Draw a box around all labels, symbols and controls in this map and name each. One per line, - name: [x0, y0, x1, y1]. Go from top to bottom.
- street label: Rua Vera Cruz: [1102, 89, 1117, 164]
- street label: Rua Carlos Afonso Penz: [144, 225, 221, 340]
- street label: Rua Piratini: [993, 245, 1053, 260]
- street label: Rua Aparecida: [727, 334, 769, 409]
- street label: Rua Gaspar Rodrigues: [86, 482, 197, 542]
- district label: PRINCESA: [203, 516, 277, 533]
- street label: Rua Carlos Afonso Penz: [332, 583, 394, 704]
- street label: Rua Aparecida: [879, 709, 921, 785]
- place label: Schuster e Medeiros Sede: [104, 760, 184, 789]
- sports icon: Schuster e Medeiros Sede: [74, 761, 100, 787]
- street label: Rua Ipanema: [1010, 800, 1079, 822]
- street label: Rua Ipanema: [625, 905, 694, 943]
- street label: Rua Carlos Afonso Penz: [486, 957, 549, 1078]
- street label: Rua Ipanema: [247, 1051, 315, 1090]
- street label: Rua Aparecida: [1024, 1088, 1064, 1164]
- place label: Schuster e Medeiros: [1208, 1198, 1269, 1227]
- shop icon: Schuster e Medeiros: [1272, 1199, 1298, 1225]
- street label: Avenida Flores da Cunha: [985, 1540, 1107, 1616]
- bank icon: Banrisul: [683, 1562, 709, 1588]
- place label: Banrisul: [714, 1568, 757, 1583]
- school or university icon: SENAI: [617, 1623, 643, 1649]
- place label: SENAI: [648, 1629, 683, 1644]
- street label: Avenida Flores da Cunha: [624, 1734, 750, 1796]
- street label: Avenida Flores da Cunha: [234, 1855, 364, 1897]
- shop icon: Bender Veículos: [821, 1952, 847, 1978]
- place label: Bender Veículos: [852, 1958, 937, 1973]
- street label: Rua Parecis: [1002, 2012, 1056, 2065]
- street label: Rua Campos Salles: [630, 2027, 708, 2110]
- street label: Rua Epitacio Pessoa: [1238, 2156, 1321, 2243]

#### Work task
In the records, count every line that includes "Veículos" and give the count alone.

#### Task result
2